──────── The input ────────

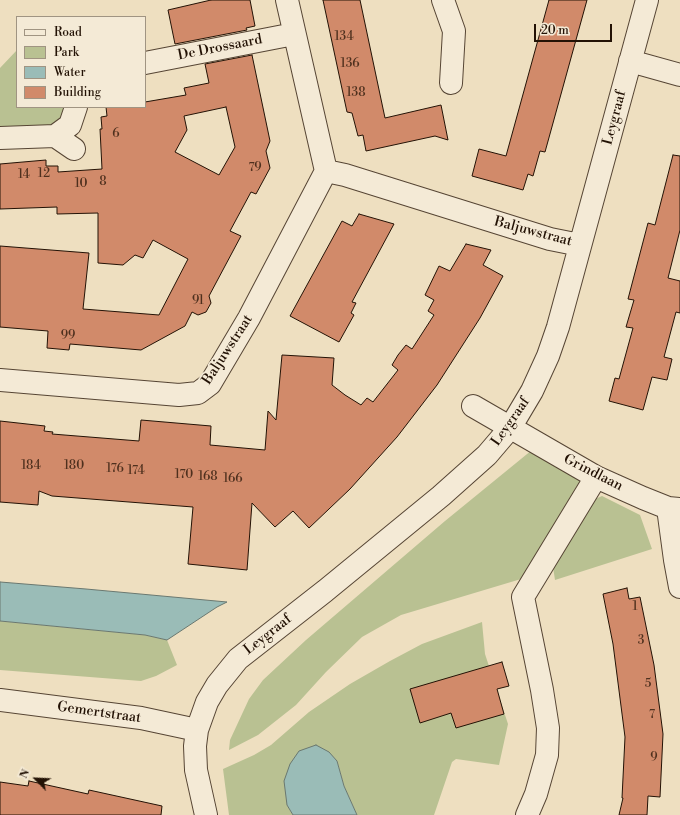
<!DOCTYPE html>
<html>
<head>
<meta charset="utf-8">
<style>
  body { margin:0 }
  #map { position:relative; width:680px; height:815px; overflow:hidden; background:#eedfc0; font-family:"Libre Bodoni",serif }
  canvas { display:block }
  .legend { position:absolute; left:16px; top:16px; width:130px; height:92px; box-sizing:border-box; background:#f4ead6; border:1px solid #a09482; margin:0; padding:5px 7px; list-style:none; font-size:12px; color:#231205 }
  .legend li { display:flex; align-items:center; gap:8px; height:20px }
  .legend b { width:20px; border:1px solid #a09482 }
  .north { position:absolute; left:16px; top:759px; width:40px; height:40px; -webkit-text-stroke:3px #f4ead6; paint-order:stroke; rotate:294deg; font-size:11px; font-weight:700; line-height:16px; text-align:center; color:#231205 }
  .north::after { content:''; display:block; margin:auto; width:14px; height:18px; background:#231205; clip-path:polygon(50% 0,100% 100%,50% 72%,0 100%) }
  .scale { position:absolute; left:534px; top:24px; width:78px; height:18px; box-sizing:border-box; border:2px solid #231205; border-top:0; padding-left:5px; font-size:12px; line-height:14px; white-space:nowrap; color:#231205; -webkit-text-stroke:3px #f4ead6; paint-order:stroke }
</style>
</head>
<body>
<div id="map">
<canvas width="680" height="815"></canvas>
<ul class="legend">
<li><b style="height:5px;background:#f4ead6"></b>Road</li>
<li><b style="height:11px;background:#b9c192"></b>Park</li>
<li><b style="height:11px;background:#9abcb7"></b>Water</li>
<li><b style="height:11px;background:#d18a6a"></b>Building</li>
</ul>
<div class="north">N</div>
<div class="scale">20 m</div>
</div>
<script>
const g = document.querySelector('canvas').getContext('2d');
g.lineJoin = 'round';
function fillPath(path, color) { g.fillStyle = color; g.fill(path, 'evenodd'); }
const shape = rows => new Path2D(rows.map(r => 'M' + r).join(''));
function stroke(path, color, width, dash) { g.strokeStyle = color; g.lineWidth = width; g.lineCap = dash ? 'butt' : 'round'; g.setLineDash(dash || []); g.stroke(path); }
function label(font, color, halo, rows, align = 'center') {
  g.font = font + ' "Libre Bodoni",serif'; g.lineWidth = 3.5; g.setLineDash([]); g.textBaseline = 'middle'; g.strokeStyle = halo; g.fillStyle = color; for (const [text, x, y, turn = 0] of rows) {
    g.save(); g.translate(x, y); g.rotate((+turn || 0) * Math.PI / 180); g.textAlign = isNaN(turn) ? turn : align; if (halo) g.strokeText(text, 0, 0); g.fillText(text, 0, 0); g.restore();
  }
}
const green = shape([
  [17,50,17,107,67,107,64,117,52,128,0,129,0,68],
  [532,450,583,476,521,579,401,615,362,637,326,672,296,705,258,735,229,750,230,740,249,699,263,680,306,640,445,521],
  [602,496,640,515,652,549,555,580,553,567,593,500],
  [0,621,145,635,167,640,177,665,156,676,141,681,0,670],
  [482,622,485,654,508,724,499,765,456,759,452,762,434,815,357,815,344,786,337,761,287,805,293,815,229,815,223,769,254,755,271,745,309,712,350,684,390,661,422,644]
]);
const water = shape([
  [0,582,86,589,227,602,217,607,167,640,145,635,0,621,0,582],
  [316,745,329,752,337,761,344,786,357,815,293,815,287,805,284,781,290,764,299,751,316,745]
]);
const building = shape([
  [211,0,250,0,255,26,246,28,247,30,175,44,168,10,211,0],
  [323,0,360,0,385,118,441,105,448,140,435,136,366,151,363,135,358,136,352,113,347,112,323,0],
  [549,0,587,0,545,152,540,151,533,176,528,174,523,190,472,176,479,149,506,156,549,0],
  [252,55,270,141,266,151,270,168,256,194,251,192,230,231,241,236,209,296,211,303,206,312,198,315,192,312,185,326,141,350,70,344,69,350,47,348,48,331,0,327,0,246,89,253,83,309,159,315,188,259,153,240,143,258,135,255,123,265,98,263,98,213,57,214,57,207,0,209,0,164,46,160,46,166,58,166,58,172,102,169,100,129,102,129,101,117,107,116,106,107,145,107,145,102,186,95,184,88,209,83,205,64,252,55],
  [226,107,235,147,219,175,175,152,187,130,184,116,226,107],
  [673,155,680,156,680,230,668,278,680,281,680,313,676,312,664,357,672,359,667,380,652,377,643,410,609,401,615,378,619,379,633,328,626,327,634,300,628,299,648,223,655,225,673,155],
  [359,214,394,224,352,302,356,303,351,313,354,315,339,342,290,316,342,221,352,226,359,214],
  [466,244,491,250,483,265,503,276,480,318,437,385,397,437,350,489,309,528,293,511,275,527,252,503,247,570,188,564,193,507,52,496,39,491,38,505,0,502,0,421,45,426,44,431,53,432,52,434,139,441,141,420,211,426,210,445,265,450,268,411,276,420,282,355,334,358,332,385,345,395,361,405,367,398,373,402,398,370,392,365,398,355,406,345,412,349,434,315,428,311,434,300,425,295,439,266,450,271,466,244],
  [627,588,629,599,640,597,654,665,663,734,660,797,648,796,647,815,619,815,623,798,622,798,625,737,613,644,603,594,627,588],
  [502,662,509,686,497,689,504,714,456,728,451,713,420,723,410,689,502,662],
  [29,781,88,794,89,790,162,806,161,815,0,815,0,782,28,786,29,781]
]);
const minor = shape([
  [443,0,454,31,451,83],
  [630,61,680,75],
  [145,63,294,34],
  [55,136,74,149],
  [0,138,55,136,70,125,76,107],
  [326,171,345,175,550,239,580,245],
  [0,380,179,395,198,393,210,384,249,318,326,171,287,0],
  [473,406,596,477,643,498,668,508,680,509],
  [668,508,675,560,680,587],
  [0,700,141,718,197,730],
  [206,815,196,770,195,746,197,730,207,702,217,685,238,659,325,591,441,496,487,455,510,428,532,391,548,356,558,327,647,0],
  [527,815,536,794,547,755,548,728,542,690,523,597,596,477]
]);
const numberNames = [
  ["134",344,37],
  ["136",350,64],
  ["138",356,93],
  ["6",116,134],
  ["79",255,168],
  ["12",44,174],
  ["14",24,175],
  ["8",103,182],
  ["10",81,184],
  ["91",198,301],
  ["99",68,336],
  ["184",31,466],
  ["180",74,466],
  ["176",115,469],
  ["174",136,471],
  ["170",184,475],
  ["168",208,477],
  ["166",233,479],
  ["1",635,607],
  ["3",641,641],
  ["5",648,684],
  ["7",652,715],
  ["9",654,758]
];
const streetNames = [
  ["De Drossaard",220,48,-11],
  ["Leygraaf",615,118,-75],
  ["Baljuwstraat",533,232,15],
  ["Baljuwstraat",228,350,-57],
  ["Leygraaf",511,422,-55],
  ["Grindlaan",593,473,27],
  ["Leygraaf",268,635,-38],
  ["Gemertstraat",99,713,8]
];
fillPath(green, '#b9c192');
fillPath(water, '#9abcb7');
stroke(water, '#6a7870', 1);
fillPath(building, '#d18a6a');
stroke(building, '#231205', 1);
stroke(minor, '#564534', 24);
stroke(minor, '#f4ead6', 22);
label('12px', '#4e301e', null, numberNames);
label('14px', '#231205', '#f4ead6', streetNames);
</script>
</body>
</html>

────────

-- Exercise details --
Could you reproduce, exactly, every line above from the line with "const shape = rows" to the line with "function label(font, color, halo, rows, align", and no other line? Both ends count.

-- Exercise result --
const shape = rows => new Path2D(rows.map(r => 'M' + r).join(''));
function stroke(path, color, width, dash) { g.strokeStyle = color; g.lineWidth = width; g.lineCap = dash ? 'butt' : 'round'; g.setLineDash(dash || []); g.stroke(path); }
function label(font, color, halo, rows, align = 'center') {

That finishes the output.